Below are the records; reproduce all of them exactly but without any images.

* [INPUT]:
────────────────────

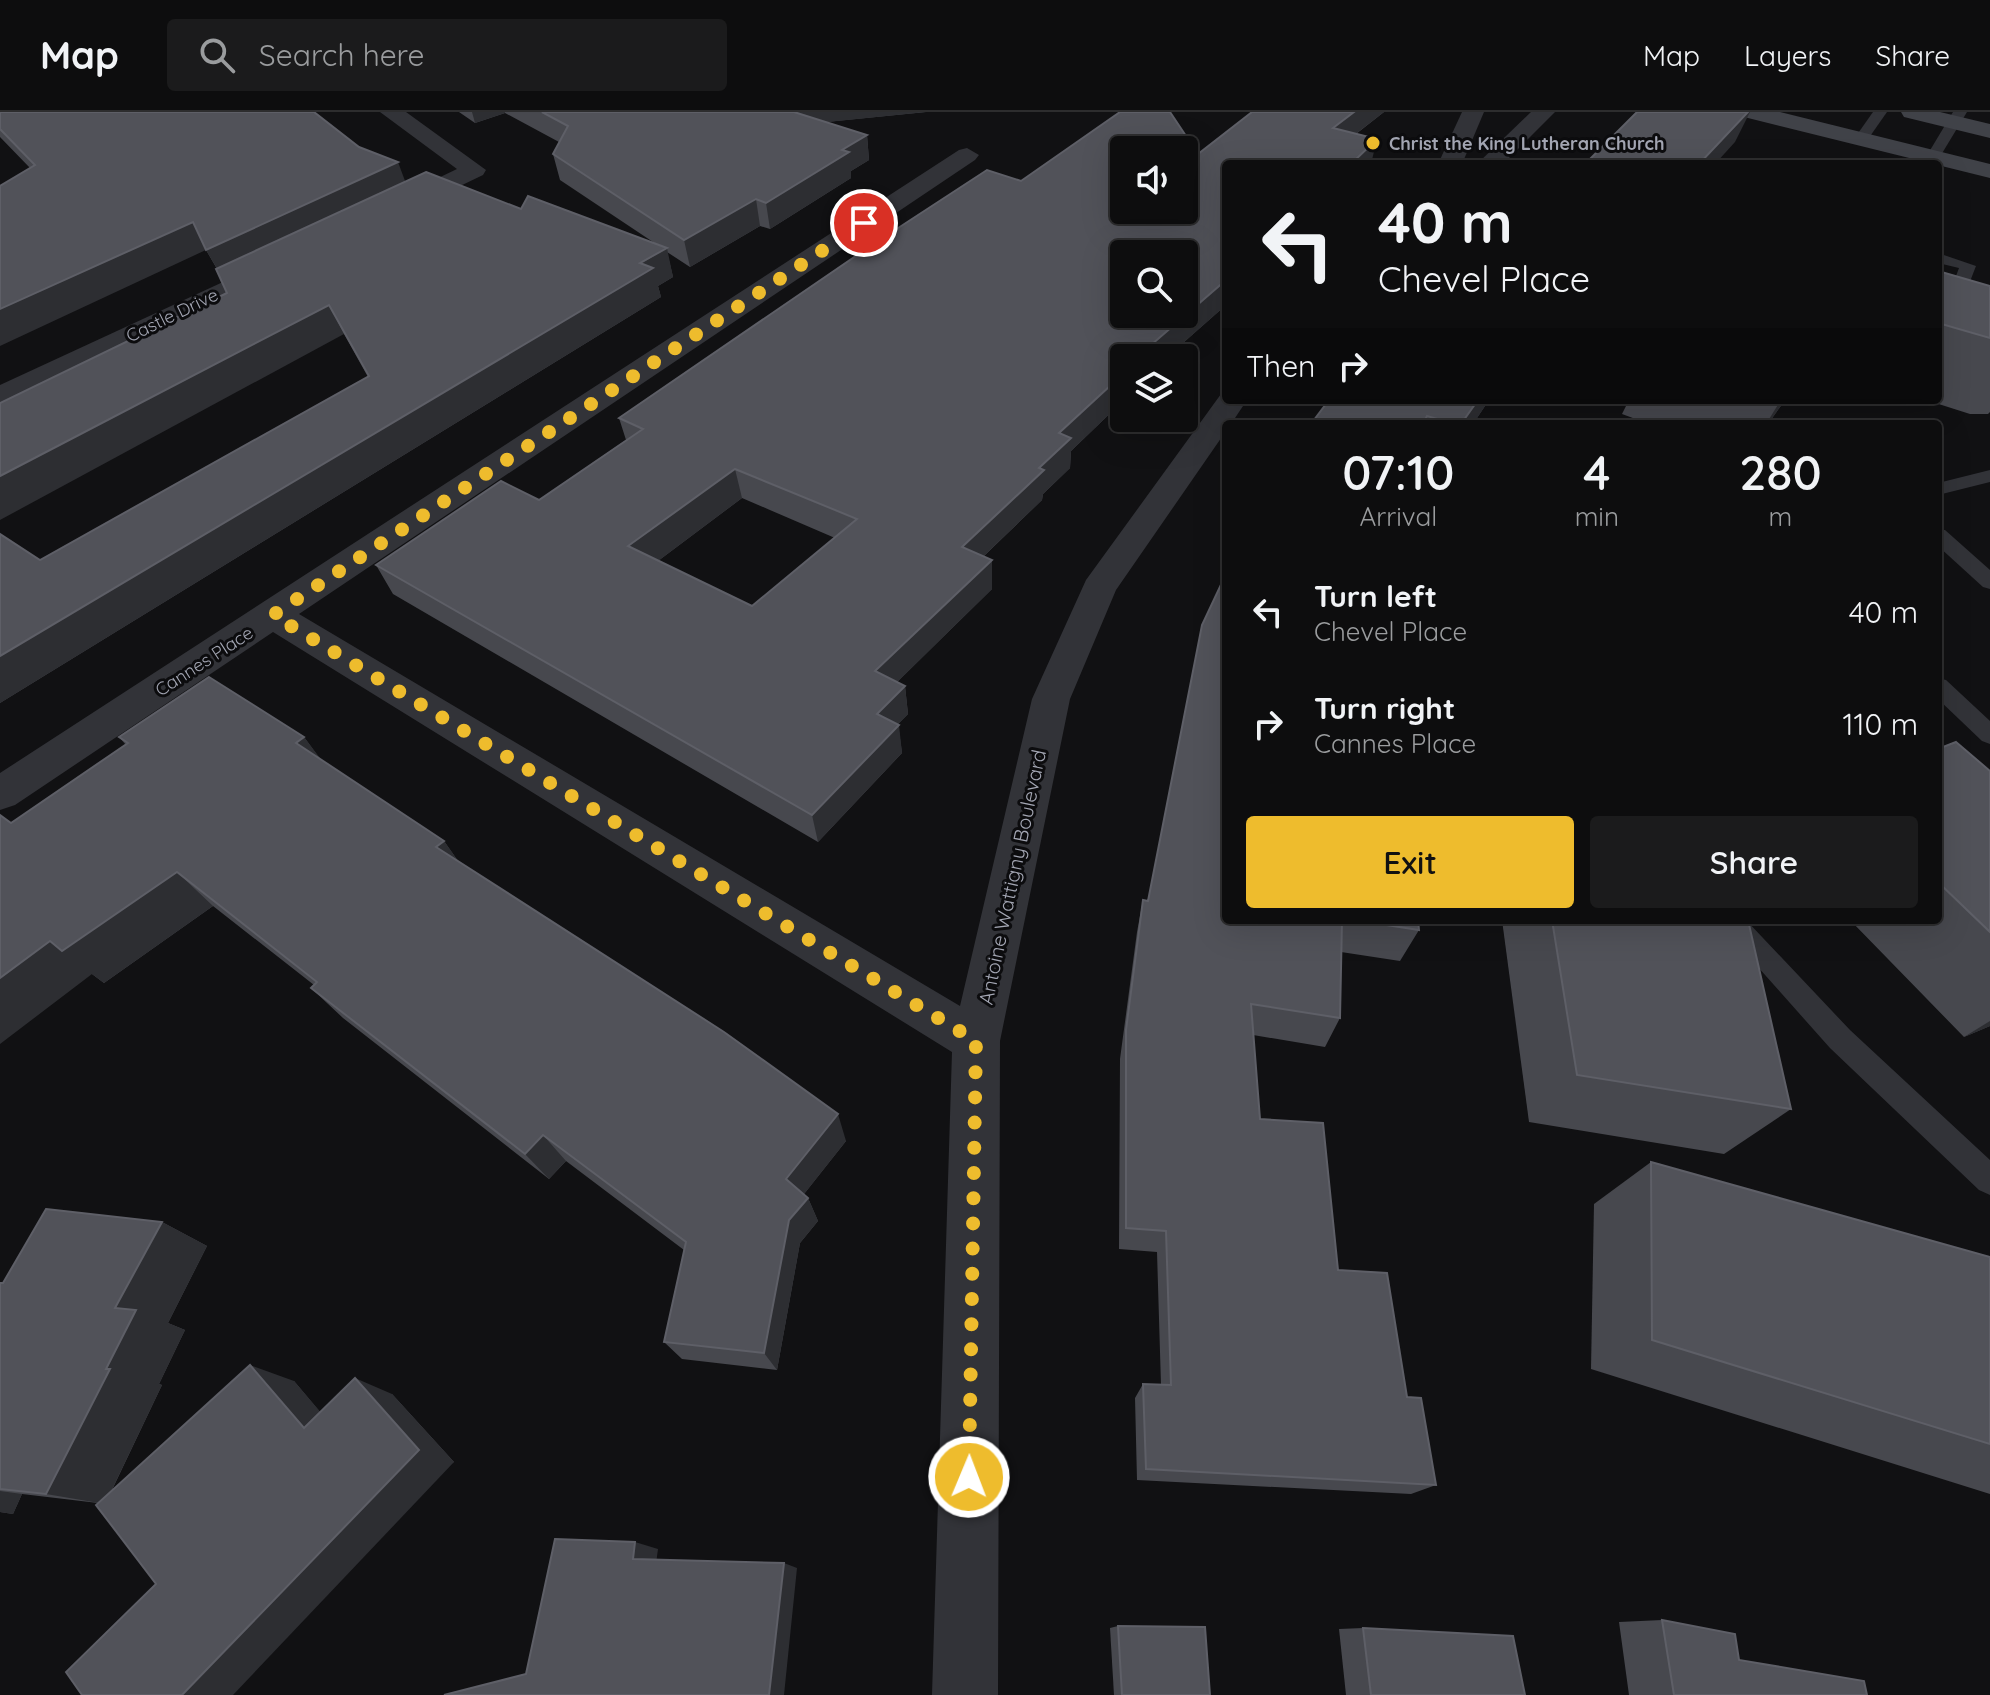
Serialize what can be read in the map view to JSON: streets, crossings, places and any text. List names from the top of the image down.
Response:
{
  "streets": {
    "street": ["Castle Drive", "Cannes Place", "Antoine Wattigny Boulevard"]
  },
  "places": ["Christ the King Lutheran Church"],
  "page": {
    "header": "Map",
    "search": "Search here",
    "nav": ["Map", "Layers", "Share"],
    "turn": ["40 m", "Chevel Place"],
    "then": "Then",
    "eta": [
      "07:10",
      "Arrival",
      "4",
      "min",
      "280",
      "m"
    ],
    "list": [
      {
        "name": "Turn left",
        "note": "Chevel Place",
        "value": "40 m"
      },
      {
        "name": "Turn right",
        "note": "Cannes Place",
        "value": "110 m"
      }
    ],
    "buttons": ["Exit", "Share"]
  }
}
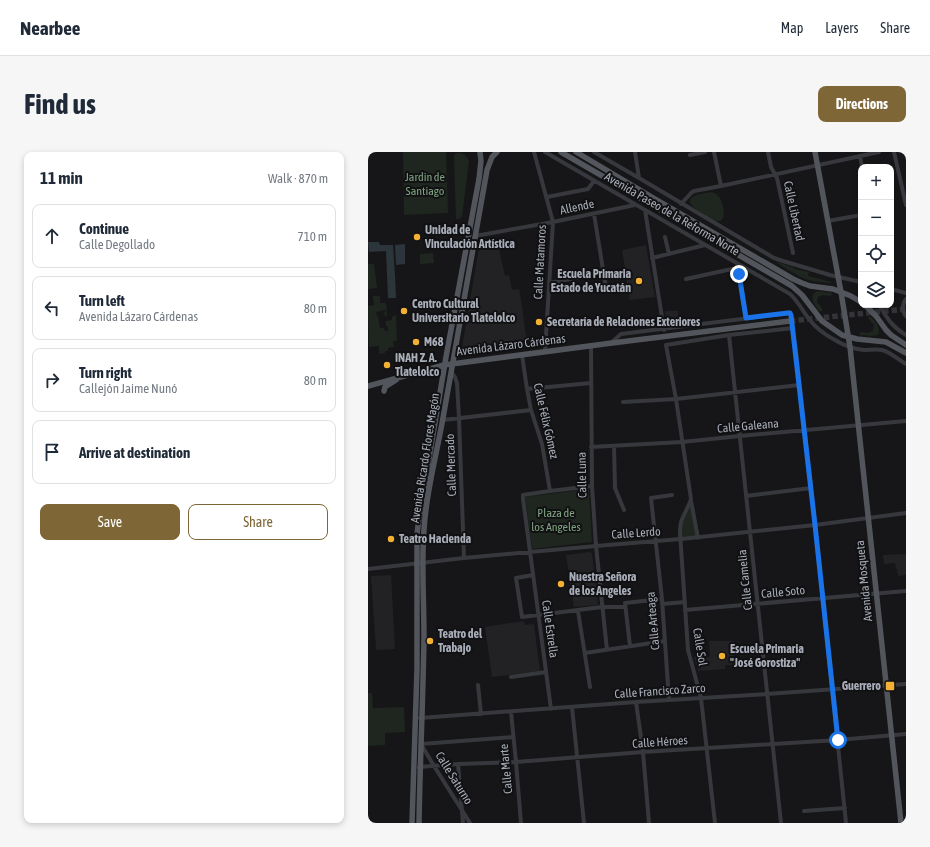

────────────────────

* [COMPLETED TASK]:
Serialize what can be read in the map view to JSON: streets, crossings, places and any text. List names from the top of the image down.
Response:
{
  "streets": {
    "street": ["Castle Drive", "Cannes Place", "Antoine Wattigny Boulevard"]
  },
  "places": ["Christ the King Lutheran Church"],
  "page": {
    "header": "Map",
    "search": "Search here",
    "nav": ["Map", "Layers", "Share"],
    "turn": ["40 m", "Chevel Place"],
    "then": "Then",
    "eta": [
      "07:10",
      "Arrival",
      "4",
      "min",
      "280",
      "m"
    ],
    "list": [
      {
        "name": "Turn left",
        "note": "Chevel Place",
        "value": "40 m"
      },
      {
        "name": "Turn right",
        "note": "Cannes Place",
        "value": "110 m"
      }
    ],
    "buttons": ["Exit", "Share"]
  }
}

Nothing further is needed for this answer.